◆ INSTRUCTIONS TO FOLLOW
In the entries below, every line that contains "gazetteer" must be located and copied.

◆ SOURCE RECORDS

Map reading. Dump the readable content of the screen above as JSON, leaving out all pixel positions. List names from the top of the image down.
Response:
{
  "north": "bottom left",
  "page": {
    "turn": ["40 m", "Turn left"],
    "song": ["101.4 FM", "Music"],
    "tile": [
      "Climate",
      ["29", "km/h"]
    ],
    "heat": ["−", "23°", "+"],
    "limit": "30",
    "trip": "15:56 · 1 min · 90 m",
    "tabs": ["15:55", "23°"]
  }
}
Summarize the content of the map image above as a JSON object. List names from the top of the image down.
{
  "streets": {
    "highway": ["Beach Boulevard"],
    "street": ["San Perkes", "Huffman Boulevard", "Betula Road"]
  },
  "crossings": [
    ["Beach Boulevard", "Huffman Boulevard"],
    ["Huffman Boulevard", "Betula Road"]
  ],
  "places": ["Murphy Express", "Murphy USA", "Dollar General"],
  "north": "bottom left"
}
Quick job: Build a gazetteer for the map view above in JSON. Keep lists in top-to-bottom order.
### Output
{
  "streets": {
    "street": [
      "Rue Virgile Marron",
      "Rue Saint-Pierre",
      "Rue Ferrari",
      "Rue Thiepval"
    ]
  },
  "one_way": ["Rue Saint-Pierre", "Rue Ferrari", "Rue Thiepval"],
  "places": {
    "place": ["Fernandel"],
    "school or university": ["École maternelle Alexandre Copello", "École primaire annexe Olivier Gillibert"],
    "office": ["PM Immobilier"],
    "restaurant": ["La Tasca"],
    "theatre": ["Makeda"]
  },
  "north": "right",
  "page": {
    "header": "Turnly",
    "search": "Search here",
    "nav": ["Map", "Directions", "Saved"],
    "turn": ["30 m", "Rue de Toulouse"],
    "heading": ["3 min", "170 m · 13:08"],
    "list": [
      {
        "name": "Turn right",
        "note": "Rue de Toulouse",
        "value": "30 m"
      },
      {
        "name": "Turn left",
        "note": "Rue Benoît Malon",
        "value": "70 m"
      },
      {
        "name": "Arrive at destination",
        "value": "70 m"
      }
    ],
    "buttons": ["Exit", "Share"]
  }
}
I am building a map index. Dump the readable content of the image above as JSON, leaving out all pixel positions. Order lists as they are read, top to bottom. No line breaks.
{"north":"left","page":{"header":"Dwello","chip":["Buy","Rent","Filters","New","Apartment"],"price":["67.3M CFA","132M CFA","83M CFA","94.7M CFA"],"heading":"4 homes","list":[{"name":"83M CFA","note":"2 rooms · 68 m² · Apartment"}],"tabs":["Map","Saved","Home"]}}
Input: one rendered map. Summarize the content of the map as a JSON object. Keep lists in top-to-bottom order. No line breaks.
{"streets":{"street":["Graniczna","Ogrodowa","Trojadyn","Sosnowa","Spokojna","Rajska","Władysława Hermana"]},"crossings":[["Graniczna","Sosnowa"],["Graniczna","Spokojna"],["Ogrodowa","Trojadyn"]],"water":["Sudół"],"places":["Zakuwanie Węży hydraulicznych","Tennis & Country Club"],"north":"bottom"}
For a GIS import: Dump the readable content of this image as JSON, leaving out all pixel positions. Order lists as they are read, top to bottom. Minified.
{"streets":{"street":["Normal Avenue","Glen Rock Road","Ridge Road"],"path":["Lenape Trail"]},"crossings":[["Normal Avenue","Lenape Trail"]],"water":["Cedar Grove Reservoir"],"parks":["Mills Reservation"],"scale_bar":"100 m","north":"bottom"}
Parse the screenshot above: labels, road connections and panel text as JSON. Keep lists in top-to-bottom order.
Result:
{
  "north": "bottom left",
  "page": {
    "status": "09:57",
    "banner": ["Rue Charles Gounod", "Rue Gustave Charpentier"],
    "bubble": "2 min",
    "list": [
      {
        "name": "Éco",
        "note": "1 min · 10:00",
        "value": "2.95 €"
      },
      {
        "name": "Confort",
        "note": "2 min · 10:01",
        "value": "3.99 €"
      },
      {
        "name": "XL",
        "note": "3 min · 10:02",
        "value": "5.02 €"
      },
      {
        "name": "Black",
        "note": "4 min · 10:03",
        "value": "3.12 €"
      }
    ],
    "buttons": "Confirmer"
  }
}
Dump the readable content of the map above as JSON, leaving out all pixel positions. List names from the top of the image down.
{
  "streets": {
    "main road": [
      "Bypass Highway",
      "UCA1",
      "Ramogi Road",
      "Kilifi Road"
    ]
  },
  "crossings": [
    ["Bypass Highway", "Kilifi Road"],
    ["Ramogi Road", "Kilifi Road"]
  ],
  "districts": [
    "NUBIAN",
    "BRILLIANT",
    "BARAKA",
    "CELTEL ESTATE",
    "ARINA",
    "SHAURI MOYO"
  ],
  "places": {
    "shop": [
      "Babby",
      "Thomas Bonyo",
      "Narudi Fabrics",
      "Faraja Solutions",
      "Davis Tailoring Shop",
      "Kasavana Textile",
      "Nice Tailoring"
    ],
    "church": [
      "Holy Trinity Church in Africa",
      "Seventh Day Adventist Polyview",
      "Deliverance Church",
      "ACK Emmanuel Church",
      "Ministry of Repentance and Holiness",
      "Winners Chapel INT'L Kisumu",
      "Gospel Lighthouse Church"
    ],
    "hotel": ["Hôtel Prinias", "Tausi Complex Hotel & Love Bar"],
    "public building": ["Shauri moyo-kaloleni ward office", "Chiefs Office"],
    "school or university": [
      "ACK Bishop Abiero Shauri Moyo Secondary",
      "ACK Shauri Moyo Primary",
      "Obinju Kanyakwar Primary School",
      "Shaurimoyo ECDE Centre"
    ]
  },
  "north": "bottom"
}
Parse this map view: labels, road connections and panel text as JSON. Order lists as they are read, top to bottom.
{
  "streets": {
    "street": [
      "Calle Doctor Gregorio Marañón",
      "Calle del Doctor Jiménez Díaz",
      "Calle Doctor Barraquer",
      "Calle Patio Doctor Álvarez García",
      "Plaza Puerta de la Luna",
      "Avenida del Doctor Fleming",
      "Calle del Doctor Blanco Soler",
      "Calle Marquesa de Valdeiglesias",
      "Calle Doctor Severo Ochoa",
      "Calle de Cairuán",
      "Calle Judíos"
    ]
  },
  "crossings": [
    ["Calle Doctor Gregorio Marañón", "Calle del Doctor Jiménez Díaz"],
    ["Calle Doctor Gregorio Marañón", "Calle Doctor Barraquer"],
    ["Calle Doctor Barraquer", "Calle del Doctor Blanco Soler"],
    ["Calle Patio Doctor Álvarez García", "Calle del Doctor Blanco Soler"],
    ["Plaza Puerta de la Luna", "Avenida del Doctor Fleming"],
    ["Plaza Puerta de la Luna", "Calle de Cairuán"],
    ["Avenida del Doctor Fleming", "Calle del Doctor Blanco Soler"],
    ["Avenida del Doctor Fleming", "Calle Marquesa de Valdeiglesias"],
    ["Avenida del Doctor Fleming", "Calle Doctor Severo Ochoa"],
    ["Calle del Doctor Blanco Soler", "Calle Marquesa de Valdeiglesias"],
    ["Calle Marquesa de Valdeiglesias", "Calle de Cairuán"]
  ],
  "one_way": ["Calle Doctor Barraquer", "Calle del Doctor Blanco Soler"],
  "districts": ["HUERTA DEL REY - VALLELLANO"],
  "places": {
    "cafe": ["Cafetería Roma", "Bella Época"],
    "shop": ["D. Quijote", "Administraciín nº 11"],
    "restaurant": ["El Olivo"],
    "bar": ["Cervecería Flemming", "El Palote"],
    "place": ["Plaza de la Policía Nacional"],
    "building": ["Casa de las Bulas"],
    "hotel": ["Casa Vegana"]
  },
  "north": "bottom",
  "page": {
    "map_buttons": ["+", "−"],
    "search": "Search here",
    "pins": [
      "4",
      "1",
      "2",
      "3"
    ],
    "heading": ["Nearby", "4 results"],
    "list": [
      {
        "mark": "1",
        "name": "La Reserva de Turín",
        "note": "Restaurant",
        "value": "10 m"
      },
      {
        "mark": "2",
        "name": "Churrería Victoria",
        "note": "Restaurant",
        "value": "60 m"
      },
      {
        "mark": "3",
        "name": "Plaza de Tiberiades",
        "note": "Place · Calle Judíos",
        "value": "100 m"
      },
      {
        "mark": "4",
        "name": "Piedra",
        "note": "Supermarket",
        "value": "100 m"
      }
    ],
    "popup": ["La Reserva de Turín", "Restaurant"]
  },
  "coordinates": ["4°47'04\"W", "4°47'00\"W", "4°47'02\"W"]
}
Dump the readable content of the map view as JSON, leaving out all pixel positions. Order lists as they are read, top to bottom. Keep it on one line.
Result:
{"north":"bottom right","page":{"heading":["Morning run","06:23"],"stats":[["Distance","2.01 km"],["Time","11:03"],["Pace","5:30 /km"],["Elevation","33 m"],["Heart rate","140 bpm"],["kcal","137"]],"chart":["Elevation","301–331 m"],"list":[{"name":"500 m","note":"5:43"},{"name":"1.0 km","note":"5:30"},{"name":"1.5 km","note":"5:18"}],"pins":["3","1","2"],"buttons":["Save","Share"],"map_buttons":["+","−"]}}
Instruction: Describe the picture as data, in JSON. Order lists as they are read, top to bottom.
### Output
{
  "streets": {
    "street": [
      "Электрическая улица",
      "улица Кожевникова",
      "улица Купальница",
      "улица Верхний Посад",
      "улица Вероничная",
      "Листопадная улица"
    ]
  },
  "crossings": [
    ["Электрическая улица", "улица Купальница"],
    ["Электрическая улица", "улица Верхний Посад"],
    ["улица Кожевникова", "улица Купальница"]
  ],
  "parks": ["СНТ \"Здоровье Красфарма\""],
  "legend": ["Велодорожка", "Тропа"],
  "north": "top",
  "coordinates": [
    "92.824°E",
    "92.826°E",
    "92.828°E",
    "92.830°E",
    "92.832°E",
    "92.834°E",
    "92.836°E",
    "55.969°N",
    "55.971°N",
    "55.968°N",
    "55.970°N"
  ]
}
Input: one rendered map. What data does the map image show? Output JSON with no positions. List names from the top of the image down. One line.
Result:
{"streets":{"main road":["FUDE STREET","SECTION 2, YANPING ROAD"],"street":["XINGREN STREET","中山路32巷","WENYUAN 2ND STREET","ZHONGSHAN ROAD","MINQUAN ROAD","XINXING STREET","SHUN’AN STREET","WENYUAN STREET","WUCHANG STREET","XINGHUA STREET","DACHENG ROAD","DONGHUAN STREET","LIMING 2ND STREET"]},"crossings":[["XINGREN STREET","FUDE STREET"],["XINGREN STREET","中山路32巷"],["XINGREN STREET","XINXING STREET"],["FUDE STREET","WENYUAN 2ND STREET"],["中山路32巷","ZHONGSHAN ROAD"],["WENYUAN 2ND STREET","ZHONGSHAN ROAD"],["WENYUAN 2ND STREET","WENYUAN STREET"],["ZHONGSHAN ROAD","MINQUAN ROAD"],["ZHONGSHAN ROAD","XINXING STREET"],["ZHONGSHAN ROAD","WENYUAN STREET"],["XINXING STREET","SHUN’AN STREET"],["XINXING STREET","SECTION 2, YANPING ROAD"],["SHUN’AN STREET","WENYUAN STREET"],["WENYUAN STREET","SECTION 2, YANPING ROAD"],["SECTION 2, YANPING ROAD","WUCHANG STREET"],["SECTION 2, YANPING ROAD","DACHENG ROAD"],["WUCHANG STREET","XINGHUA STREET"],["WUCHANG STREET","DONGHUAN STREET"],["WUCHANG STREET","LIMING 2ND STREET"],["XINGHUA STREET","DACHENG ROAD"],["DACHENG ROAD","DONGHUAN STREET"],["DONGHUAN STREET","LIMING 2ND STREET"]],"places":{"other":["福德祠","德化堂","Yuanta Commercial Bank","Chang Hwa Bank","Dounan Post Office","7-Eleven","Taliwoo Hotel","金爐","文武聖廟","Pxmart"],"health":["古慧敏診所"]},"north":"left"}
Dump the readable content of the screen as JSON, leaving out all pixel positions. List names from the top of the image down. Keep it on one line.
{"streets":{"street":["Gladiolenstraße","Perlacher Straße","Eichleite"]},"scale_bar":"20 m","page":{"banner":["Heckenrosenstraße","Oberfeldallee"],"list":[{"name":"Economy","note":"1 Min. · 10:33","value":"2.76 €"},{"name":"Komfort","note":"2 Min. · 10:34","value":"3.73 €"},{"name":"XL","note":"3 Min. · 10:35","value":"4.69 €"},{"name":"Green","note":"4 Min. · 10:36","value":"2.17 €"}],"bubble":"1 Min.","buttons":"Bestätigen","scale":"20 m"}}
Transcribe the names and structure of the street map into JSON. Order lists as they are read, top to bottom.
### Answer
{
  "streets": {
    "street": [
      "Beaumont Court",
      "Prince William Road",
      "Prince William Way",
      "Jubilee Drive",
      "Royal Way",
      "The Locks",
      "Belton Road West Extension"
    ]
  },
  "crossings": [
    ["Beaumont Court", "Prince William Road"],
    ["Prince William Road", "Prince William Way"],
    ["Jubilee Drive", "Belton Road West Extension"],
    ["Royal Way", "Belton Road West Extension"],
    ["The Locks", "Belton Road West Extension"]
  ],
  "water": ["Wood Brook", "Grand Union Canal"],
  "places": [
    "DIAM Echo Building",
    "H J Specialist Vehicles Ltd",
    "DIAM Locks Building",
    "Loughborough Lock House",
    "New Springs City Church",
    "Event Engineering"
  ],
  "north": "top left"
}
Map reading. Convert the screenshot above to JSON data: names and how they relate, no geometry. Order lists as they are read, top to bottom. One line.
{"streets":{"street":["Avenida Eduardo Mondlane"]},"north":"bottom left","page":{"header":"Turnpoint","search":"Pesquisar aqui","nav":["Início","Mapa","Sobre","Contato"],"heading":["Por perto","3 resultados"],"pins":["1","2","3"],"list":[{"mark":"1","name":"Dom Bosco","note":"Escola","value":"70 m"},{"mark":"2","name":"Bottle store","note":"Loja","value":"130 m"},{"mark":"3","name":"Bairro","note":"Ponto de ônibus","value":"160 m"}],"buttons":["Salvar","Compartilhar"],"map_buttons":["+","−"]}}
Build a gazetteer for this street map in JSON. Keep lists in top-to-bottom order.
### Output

◆ PROBLEM SOLUTION
Quick job: Build a gazetteer for the map view above in JSON. Keep lists in top-to-bottom order.
Build a gazetteer for this street map in JSON. Keep lists in top-to-bottom order.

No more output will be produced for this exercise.